+++ Dataset excerpts

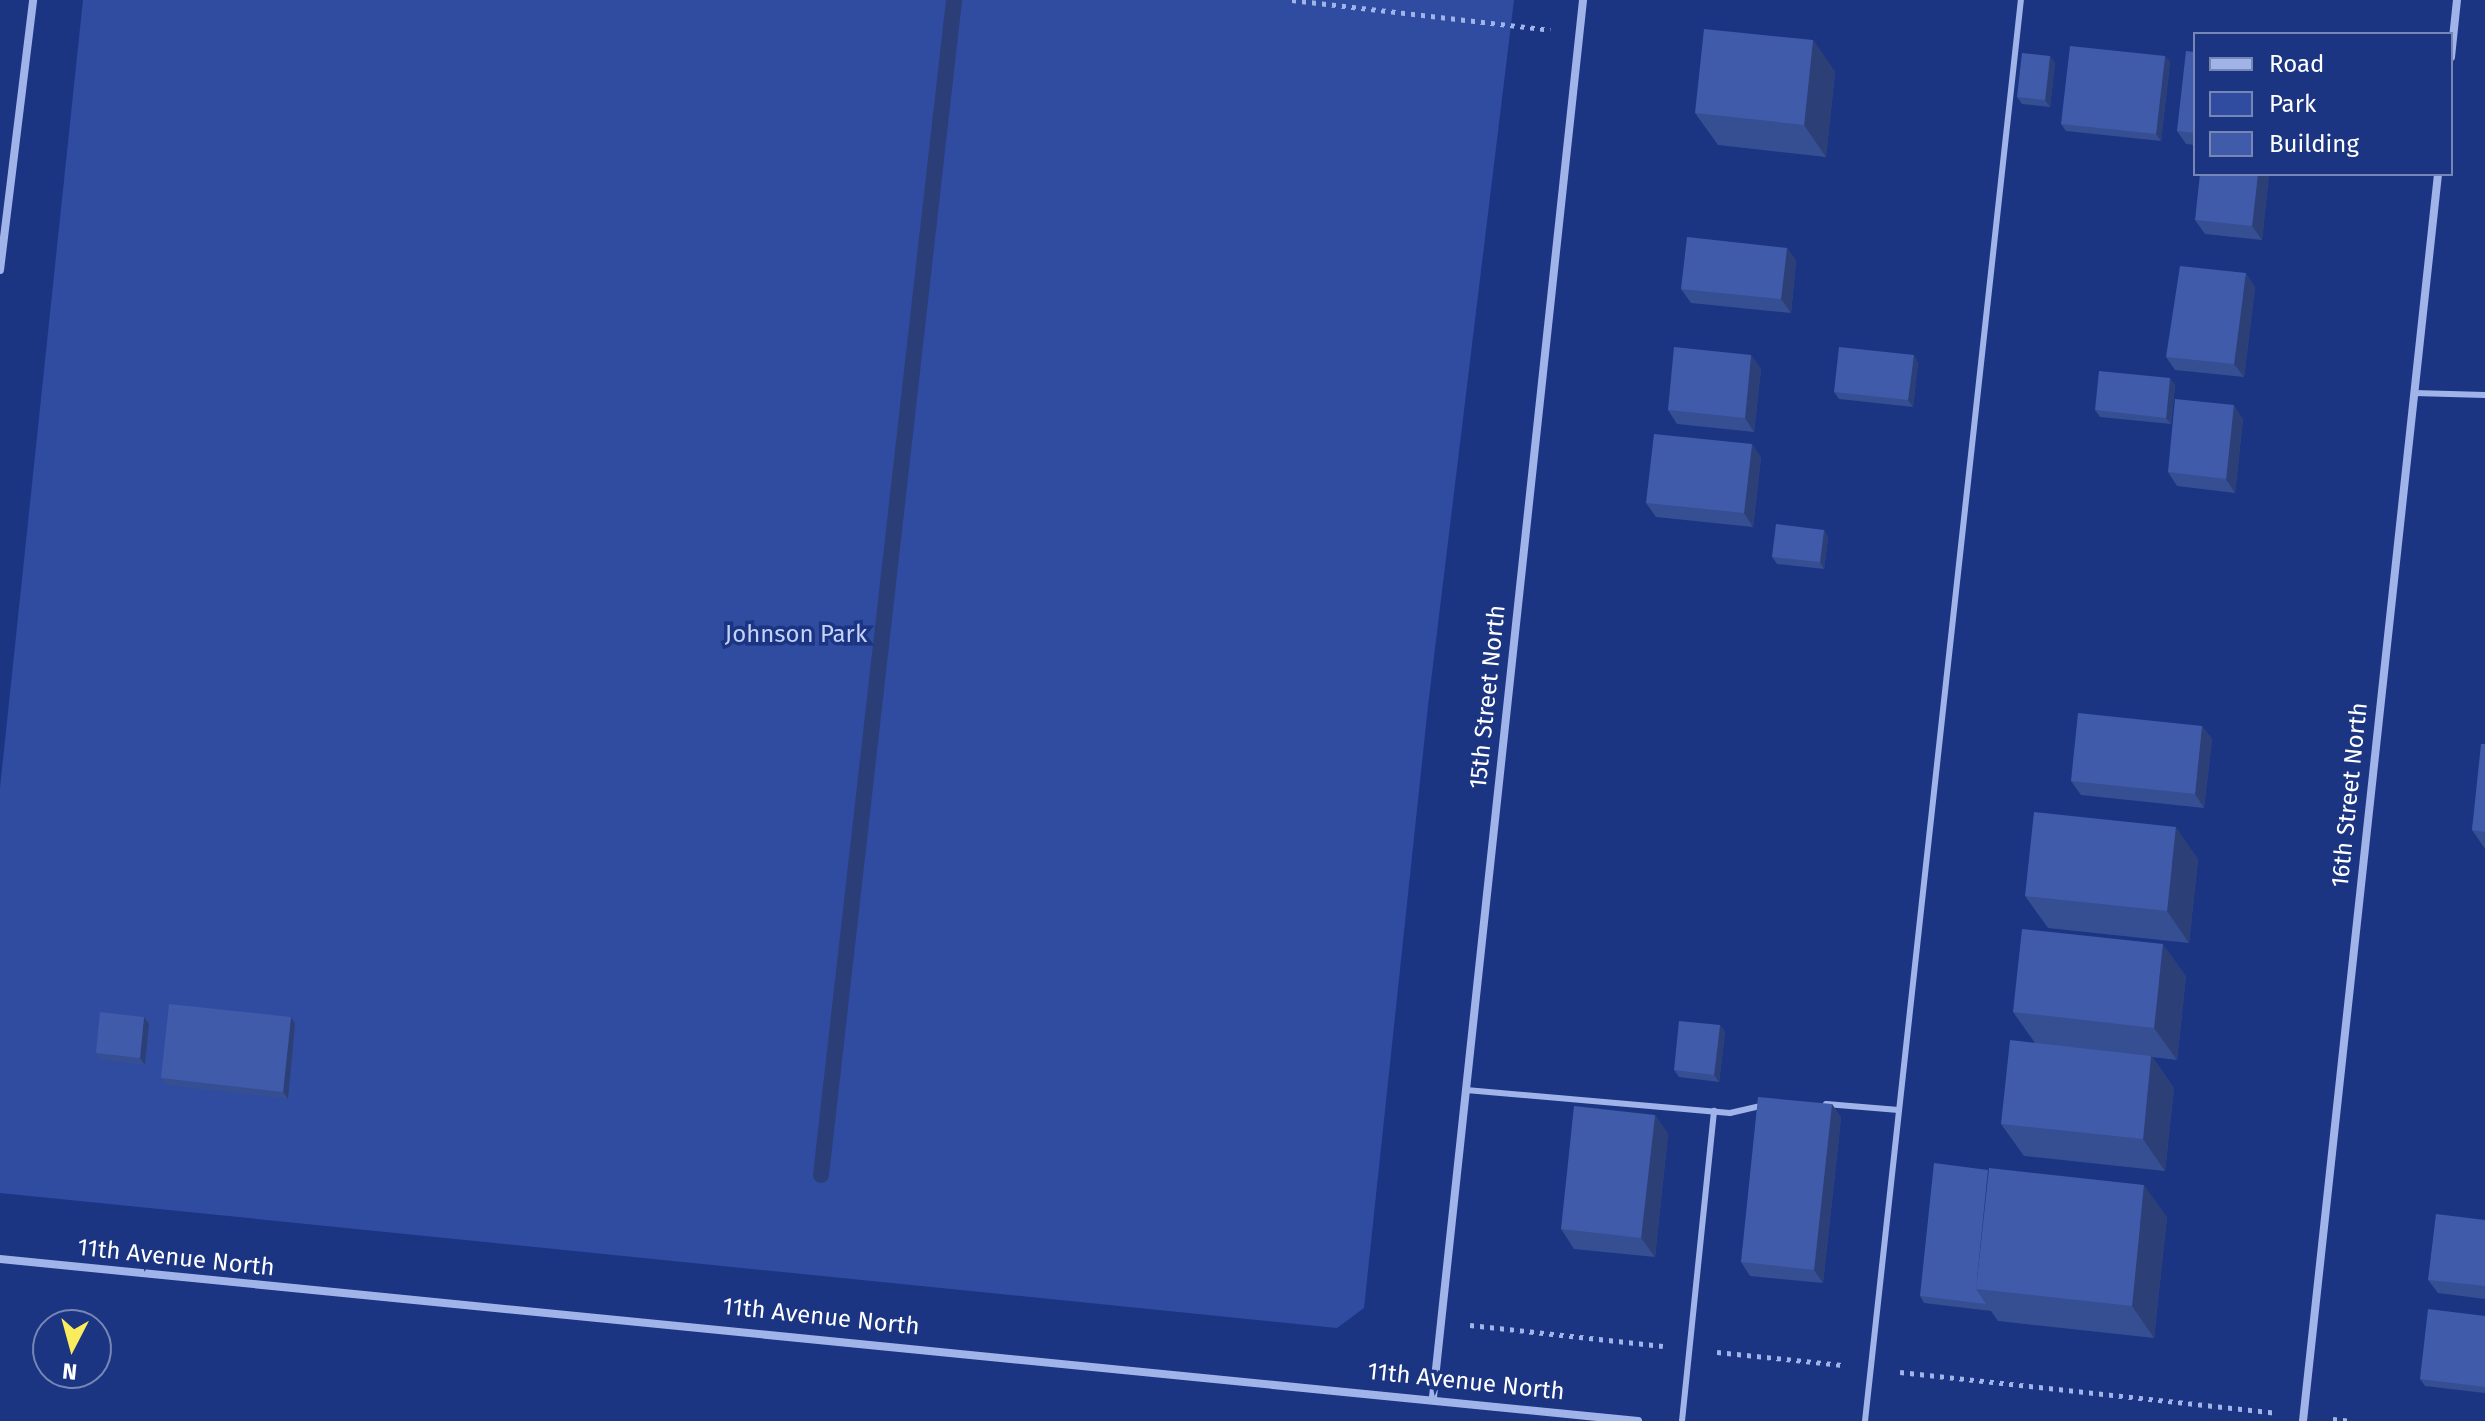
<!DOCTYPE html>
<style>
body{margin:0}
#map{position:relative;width:2485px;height:1421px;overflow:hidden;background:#1b3583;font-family:"Fira Sans",sans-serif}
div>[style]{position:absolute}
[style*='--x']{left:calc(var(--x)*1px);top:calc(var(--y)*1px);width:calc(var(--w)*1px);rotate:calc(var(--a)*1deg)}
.green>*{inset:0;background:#2f4ca1}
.stream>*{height:16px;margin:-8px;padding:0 8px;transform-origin:8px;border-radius:8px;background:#2b3e78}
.path>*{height:5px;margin-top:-2.5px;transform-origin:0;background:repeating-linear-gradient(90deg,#a1b4ea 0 4px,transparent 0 10px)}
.service>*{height:6px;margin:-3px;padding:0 3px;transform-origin:3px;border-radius:3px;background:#a1b4ea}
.minor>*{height:8px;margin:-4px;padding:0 4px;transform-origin:4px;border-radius:4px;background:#a1b4ea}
.wall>*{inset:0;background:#364e92}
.shaded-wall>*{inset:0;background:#2c4077}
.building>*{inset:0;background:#3f5baa}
span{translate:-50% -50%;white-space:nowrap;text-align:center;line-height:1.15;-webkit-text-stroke:7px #1b3583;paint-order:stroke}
.park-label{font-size:24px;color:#c5d2f8}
.street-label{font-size:24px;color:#fff}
.legend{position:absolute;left:2193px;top:32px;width:260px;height:144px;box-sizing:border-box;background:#1b3583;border:2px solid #7686b5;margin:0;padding:10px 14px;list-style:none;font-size:24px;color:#fff}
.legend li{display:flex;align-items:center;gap:16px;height:40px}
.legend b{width:40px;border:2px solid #7686b5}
.north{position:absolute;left:32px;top:1309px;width:80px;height:80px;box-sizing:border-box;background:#1b3583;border:2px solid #7686b5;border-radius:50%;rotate:186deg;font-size:22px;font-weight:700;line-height:32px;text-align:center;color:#fff}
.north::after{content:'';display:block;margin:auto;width:28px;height:36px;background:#fbec5d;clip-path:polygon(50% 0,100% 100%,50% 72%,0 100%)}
</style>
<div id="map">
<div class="green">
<i style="clip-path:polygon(83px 0,1514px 0,1428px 706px,1364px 1308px,1337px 1328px,0 1193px,0 788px)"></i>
</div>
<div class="stream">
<i style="--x:821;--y:1175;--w:1183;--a:-83.54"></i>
</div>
<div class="path">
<i style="--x:1292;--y:0;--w:260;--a:6.6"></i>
<i style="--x:1470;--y:1325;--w:194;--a:6.2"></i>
<i style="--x:1717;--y:1352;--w:126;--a:5.9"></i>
<i style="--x:1900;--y:1372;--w:378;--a:6.2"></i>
<i style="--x:2333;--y:1419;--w:19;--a:6"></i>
</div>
<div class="service">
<i style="--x:2414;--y:393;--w:71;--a:1.6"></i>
<i style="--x:1466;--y:1090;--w:265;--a:5"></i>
<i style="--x:1730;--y:1113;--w:35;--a:-13"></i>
<i style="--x:1826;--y:1104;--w:73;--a:4.7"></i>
<i style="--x:1682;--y:1421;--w:312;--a:-84.1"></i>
<i style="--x:1865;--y:1421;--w:1430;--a:-83.74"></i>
</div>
<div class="minor">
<i style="--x:2451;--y:57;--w:57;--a:-84"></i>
<i style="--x:0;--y:270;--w:272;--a:-83"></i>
<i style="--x:0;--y:1259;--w:1646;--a:5.65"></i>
<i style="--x:1433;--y:1397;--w:1405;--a:-83.87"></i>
<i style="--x:2303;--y:1421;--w:1254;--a:-83.82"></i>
</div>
<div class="wall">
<i style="clip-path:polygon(1813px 40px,1835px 72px,1826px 157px,1718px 145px,1695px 113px)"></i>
<i style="clip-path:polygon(2195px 52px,2195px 145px,2186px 144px,2177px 131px)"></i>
<i style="clip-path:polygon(2050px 56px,2055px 63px,2050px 107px,2022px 104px,2017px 97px)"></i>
<i style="clip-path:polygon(2165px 56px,2170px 62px,2161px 141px,2066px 131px,2061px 124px)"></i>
<i style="clip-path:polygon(2269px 174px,2262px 240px,2205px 234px,2195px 220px)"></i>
<i style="clip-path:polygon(1787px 248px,1796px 261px,1791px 313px,1691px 303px,1681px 289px)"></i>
<i style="clip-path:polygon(2255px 287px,2244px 377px,2175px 370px,2166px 357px)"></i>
<i style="clip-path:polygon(1751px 355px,1761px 369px,1754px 432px,1677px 424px,1668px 410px)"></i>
<i style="clip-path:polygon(1918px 362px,1913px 407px,1839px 399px,1834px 392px)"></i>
<i style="clip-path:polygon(2170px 378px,2175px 385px,2171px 424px,2100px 417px,2095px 410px)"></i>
<i style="clip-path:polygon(2243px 419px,2235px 493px,2177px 486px,2168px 472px)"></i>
<i style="clip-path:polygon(1752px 444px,1761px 458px,1753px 527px,1656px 517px,1646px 503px)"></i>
<i style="clip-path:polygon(1824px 530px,1828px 537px,1824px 569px,1777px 564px,1772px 557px)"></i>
<i style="clip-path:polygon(2202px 726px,2212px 739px,2204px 808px,2081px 795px,2071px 781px)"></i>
<i style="clip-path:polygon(2485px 744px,2485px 849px,2472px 830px)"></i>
<i style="clip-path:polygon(2198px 859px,2189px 943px,2048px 928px,2025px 896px)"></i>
<i style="clip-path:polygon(2186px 976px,2177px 1060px,2152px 1057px,2174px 1088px,2165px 1171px,2024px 1156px,2001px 1124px,2035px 1043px,2013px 1012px)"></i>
<i style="clip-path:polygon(149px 1024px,145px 1065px,101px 1060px,96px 1053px)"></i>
<i style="clip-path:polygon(295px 1024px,288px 1099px,166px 1085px,161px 1078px)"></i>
<i style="clip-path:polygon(1720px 1025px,1725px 1032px,1719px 1082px,1679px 1077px,1674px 1070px)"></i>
<i style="clip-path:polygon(1832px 1104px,1841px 1118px,1823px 1283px,1750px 1276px,1741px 1262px)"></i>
<i style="clip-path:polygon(1655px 1115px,1668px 1134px,1655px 1257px,1574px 1249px,1561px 1229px)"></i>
<i style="clip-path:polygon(2167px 1217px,2154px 1338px,1998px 1321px,1991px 1311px,1924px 1303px,1920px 1296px)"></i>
<i style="clip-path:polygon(2485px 1220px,2485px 1299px,2438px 1293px,2428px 1280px)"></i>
<i style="clip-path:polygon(2485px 1316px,2485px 1393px,2425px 1386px,2420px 1379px)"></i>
</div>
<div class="shaded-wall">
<i style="clip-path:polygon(1813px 40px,1835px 72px,1826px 157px,1804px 125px)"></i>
<i style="clip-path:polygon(2050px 56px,2055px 63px,2050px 107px,2045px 100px)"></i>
<i style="clip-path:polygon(2165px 56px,2170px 62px,2161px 141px,2156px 134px)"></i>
<i style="clip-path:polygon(2258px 174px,2269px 174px,2262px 240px,2252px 226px)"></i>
<i style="clip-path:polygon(1787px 248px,1796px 261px,1791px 313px,1781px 299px)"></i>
<i style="clip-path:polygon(2246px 273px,2255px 287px,2244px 377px,2234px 364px)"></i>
<i style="clip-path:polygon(1751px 355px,1761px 369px,1754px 432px,1745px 418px)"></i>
<i style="clip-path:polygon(1914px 355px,1918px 362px,1913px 407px,1908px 400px)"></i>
<i style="clip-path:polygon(2170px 378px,2175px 385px,2171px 424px,2166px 418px)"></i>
<i style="clip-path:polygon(2234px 405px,2243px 419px,2235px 493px,2226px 479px)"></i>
<i style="clip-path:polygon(1752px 444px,1761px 458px,1753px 527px,1744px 513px)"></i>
<i style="clip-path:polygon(1824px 530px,1828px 537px,1824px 569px,1820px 562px)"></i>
<i style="clip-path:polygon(2202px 726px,2212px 739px,2204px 808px,2195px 794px)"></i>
<i style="clip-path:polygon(2176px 827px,2198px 859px,2189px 943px,2167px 911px)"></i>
<i style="clip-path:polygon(2163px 944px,2186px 976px,2177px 1060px,2154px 1028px)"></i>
<i style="clip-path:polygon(144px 1017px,149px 1024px,145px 1065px,140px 1058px)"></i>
<i style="clip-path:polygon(291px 1017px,295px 1024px,288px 1099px,283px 1092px)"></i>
<i style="clip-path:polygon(1720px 1025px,1725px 1032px,1719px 1082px,1714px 1075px)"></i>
<i style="clip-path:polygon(2151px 1056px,2174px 1088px,2165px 1171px,2143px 1139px)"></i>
<i style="clip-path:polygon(1832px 1104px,1841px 1118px,1823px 1283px,1814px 1270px)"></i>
<i style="clip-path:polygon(1655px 1115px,1668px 1134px,1655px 1257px,1641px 1238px)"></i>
<i style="clip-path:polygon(2144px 1185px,2167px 1217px,2154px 1338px,2132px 1306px)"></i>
</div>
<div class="building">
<i style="clip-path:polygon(1704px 29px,1813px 40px,1804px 125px,1695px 113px)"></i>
<i style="clip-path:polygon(2070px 46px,2165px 56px,2156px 134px,2061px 124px)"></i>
<i style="clip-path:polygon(2186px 51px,2195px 52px,2195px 133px,2177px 131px)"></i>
<i style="clip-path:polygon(2022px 53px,2050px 56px,2045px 100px,2017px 97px)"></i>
<i style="clip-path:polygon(2200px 174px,2258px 174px,2252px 226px,2195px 220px)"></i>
<i style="clip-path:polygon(1687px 237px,1787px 248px,1781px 299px,1681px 289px)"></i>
<i style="clip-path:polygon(2180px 266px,2246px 273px,2234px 364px,2166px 357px)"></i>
<i style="clip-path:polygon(1674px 347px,1751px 355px,1745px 418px,1668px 410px)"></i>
<i style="clip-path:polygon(1839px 347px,1914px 355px,1908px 400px,1834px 392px)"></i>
<i style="clip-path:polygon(2099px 371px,2170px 378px,2166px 418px,2095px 410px)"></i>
<i style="clip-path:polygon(2175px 399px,2234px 405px,2226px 479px,2168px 472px)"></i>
<i style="clip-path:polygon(1654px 434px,1752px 444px,1744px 513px,1646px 503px)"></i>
<i style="clip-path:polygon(1776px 524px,1824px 530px,1820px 562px,1772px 557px)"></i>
<i style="clip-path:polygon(2078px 713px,2202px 726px,2195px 794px,2071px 781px)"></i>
<i style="clip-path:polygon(2481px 744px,2485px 744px,2485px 832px,2472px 830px)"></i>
<i style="clip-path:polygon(2034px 812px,2176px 827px,2167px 911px,2025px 896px)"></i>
<i style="clip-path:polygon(2022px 929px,2163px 944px,2154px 1028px,2013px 1012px)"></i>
<i style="clip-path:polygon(169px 1004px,291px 1017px,283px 1092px,161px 1078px)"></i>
<i style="clip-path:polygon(100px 1012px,144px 1017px,140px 1058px,96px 1053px)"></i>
<i style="clip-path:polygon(1679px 1021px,1720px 1025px,1714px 1075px,1674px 1070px)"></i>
<i style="clip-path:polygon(2010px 1040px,2151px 1056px,2143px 1139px,2001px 1124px)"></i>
<i style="clip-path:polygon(1758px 1097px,1832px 1104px,1814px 1270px,1741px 1262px)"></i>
<i style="clip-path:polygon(1574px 1106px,1655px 1115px,1641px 1238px,1561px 1229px)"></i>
<i style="clip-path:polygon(1934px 1163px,1988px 1170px,1976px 1289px,1986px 1304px,1920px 1296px)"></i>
<i style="clip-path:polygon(1989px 1168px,2144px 1185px,2132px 1306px,1976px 1289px)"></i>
<i style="clip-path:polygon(2436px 1214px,2485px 1220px,2485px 1286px,2428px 1280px)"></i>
<i style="clip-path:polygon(2428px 1309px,2485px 1316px,2485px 1387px,2420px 1379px)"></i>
</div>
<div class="park-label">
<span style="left:796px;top:635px">Johnson Park</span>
</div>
<div class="street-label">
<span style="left:1488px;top:697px;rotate:-84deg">15th Street North</span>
<span style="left:2350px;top:795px;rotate:-84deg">16th Street North</span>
<span style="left:176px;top:1258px;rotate:6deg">11th Avenue North</span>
<span style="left:821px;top:1317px;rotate:6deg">11th Avenue North</span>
<span style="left:1466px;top:1382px;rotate:6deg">11th Avenue North</span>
</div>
<ul class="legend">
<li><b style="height:10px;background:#a1b4ea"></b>Road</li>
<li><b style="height:22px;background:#2f4ca1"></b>Park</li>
<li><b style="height:22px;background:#3f5baa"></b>Building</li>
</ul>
<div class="north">N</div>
</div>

++++++

◆ Goal of the exercise: Filter the records, keeping only lines that contain "shaded", and show those lines.

◆ Answer space:
.shaded-wall>*{inset:0;background:#2c4077}
<div class="shaded-wall">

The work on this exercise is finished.